Task objective
How many lines in the records below include "weight"? Answer with the number only.
── Records for the task
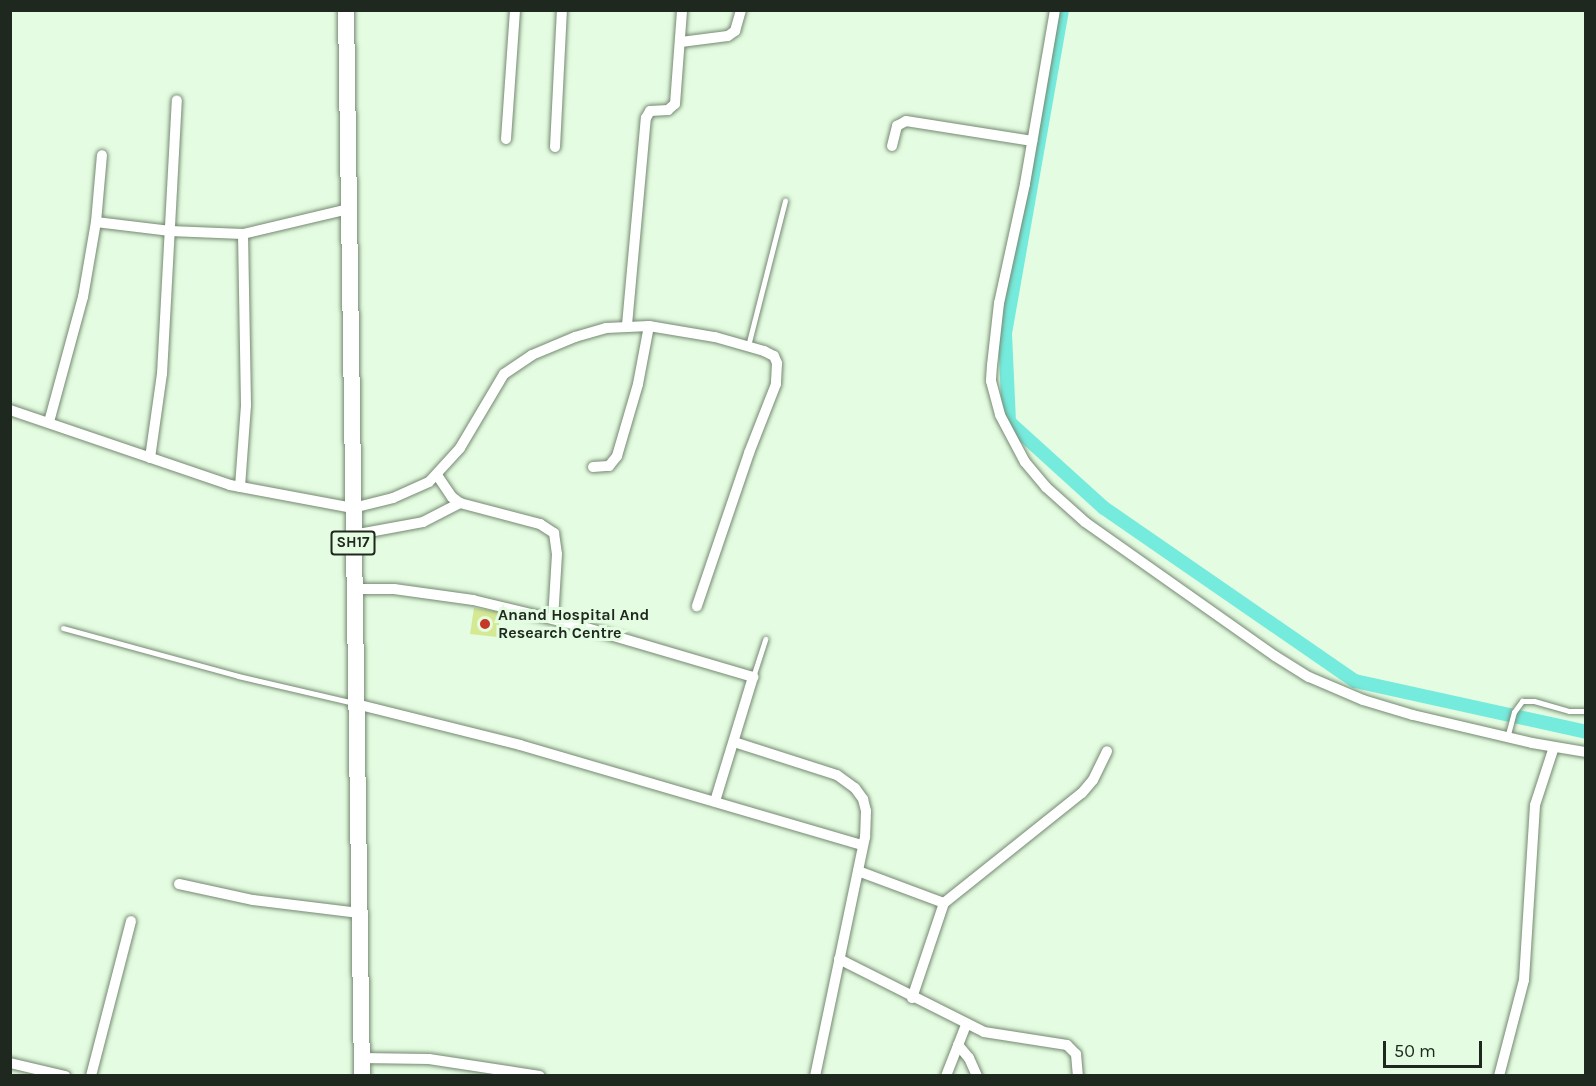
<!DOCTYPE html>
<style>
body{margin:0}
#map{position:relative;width:1596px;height:1086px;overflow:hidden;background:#e4fce1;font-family:Karla,sans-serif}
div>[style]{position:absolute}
.canal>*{height:14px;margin:-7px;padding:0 7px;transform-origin:7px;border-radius:7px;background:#75ebdd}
.building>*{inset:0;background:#d5e994}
.roads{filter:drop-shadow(0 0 2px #748971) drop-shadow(0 0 2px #748971)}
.service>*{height:5px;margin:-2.5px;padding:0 2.5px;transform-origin:2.5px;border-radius:2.5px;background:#fff}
.minor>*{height:10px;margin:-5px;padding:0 5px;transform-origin:5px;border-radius:5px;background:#fff}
.primary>*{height:16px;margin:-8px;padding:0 8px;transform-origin:8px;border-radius:8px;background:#fff}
.dots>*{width:16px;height:16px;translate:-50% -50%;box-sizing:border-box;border:3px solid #e4fce1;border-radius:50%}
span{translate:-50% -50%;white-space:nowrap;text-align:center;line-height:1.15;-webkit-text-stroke:6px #e4fce1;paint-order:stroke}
.shield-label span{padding:2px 4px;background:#e4fce1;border:2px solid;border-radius:4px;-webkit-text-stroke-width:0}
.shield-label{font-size:15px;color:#1f281e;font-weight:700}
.poi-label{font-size:16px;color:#1f281e;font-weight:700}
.left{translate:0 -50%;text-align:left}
.frame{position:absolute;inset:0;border:12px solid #1f281e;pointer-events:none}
.scale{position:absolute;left:1383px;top:1041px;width:99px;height:27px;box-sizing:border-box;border:3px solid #1f281e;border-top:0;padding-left:8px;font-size:18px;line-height:21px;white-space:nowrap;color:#1f281e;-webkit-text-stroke:4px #e4fce1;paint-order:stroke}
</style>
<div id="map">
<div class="canal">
<i style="left:1062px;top:10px;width:329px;rotate:100deg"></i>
<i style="left:1005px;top:334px;width:88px;rotate:87.4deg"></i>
<i style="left:1009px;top:422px;width:128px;rotate:42.2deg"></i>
<i style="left:1104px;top:508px;width:305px;rotate:34.6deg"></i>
<i style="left:1355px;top:681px;width:237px;rotate:12.4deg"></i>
</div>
<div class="building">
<i style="clip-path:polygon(474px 608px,501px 612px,497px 637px,470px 634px)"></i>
</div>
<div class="roads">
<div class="service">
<i style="left:748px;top:346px;width:150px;rotate:-75.7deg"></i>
<i style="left:63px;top:628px;width:181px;rotate:15.3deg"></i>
<i style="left:238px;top:676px;width:119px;rotate:13.1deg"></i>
<i style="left:753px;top:677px;width:40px;rotate:-72deg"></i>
<i style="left:1507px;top:738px;width:27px;rotate:-75deg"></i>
<i style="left:1514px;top:712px;width:14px;rotate:-54deg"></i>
<i style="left:1522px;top:701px;width:12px"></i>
<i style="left:1534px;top:701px;width:36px;rotate:16deg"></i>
<i style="left:1569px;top:711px;width:17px"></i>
</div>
<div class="minor">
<i style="left:1055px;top:10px;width:177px;rotate:99.8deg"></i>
<i style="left:1025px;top:184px;width:122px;rotate:102.3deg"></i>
<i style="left:999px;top:303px;width:62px;rotate:96.4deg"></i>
<i style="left:992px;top:365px;width:16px;rotate:94deg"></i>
<i style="left:991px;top:381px;width:35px;rotate:75deg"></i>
<i style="left:1000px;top:415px;width:53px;rotate:62deg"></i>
<i style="left:1025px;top:462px;width:33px;rotate:50deg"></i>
<i style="left:1046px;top:487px;width:52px;rotate:41.9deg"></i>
<i style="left:1085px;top:522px;width:232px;rotate:35.2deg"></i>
<i style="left:1275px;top:656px;width:40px;rotate:32deg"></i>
<i style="left:1309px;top:677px;width:59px;rotate:23.1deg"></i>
<i style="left:1363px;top:700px;width:52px;rotate:16.7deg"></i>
<i style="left:1413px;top:715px;width:122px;rotate:13.2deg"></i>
<i style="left:1532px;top:743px;width:55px;rotate:9.5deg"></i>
<i style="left:681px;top:42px;width:47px;rotate:-7.3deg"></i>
<i style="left:728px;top:36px;width:9px;rotate:-36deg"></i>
<i style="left:735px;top:31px;width:22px;rotate:-74deg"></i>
<i style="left:506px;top:139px;width:129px;rotate:-86deg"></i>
<i style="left:892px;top:146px;width:21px;rotate:-76deg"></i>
<i style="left:897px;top:126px;width:10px;rotate:-29deg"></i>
<i style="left:906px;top:121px;width:128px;rotate:9deg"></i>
<i style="left:555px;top:147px;width:137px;rotate:-87.1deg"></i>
<i style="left:96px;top:222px;width:75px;rotate:6.9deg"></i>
<i style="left:170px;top:231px;width:73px;rotate:2.4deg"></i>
<i style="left:243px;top:234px;width:109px;rotate:-13.3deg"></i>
<i style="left:627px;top:325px;width:208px;rotate:-84.8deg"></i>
<i style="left:646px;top:118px;width:8px;rotate:-60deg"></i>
<i style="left:650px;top:111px;width:18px;rotate:-3deg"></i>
<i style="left:668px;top:110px;width:9px;rotate:-41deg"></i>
<i style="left:675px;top:104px;width:94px;rotate:-85.7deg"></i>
<i style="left:10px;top:410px;width:232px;rotate:18.8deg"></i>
<i style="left:230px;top:485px;width:125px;rotate:10.6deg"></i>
<i style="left:353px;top:508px;width:41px;rotate:-14deg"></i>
<i style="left:393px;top:498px;width:39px;rotate:-24deg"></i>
<i style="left:429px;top:482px;width:46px;rotate:-47.6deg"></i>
<i style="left:460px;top:448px;width:86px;rotate:-59.3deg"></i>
<i style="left:504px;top:374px;width:34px;rotate:-34deg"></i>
<i style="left:532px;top:355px;width:47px;rotate:-22.7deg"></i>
<i style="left:575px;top:337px;width:32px;rotate:-16deg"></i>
<i style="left:606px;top:328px;width:43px;rotate:-2.7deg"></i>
<i style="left:649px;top:326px;width:67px;rotate:9.5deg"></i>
<i style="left:715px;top:337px;width:51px;rotate:15.9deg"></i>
<i style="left:764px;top:351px;width:11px;rotate:27deg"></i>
<i style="left:774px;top:356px;width:8px;rotate:67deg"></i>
<i style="left:777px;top:363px;width:21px;rotate:93deg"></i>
<i style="left:776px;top:384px;width:74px;rotate:111.4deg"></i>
<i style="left:749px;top:453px;width:162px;rotate:108.8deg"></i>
<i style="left:49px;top:422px;width:130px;rotate:-74.8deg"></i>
<i style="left:83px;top:297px;width:76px;rotate:-80.2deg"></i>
<i style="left:96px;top:222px;width:67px;rotate:-84.9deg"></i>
<i style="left:150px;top:458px;width:85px;rotate:-81.9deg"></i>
<i style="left:162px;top:374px;width:274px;rotate:-86.9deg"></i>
<i style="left:593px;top:467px;width:16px;rotate:-4deg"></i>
<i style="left:609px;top:466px;width:13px;rotate:-51deg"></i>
<i style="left:617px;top:456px;width:75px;rotate:-73.7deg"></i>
<i style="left:638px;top:384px;width:59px;rotate:-79.3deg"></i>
<i style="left:437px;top:475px;width:27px;rotate:56deg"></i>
<i style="left:452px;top:497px;width:10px;rotate:37deg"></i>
<i style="left:460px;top:503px;width:83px;rotate:14.7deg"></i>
<i style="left:540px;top:524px;width:17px;rotate:33deg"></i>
<i style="left:554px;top:533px;width:21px;rotate:82deg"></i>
<i style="left:557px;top:554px;width:65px;rotate:93.5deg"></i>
<i style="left:240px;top:487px;width:82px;rotate:-85.8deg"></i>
<i style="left:246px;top:405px;width:171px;rotate:-91deg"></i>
<i style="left:353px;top:535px;width:71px;rotate:-10.5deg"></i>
<i style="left:423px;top:522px;width:42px;rotate:-27.2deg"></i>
<i style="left:354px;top:589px;width:40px"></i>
<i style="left:394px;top:589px;width:80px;rotate:7.9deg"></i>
<i style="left:473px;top:600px;width:103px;rotate:13.5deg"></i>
<i style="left:573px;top:624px;width:188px;rotate:16.4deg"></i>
<i style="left:753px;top:677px;width:130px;rotate:107deg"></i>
<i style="left:356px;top:704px;width:169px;rotate:14deg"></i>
<i style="left:520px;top:745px;width:357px;rotate:16.3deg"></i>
<i style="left:734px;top:742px;width:108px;rotate:17.8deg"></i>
<i style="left:837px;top:775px;width:22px;rotate:36deg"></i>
<i style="left:855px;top:788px;width:14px;rotate:54deg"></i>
<i style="left:863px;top:799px;width:12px;rotate:76deg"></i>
<i style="left:866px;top:811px;width:26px;rotate:92deg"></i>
<i style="left:865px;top:837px;width:244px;rotate:101.8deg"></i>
<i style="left:858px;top:871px;width:92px;rotate:20.4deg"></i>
<i style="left:179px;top:884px;width:76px;rotate:12.2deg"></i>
<i style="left:253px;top:900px;width:107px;rotate:7deg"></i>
<i style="left:839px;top:959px;width:162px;rotate:26.7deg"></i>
<i style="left:984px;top:1032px;width:84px;rotate:8.9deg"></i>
<i style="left:1067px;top:1045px;width:13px;rotate:45deg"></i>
<i style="left:1076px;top:1054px;width:22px;rotate:85deg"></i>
<i style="left:912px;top:998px;width:100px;rotate:-71.4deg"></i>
<i style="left:944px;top:903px;width:176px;rotate:-38.6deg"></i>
<i style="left:1082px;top:793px;width:17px;rotate:-50deg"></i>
<i style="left:1093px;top:780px;width:32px;rotate:-64deg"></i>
<i style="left:958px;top:1045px;width:17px;rotate:50deg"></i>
<i style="left:969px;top:1058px;width:20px;rotate:66deg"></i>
<i style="left:361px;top:1058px;width:68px;rotate:0.8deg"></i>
<i style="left:429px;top:1059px;width:112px;rotate:8.7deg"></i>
<i style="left:10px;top:1063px;width:57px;rotate:13.3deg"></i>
<i style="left:91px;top:1076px;width:160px;rotate:-75.5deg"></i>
<i style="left:946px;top:1076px;width:55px;rotate:-68.6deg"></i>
<i style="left:1499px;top:1076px;width:99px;rotate:-75.4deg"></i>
<i style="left:1524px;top:980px;width:175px;rotate:-86.4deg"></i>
<i style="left:1535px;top:805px;width:61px;rotate:-71.9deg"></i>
</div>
<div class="primary">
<i style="left:346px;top:10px;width:1066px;rotate:89.14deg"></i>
</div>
</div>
<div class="dots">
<i style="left:485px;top:624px;background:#c53925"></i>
</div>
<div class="shield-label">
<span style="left:353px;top:543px">SH17</span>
</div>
<div class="poi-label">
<span class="left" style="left:498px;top:624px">Anand Hospital And<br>Research Centre</span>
</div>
<div class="frame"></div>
<div class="scale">50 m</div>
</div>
────
Exercise solution
2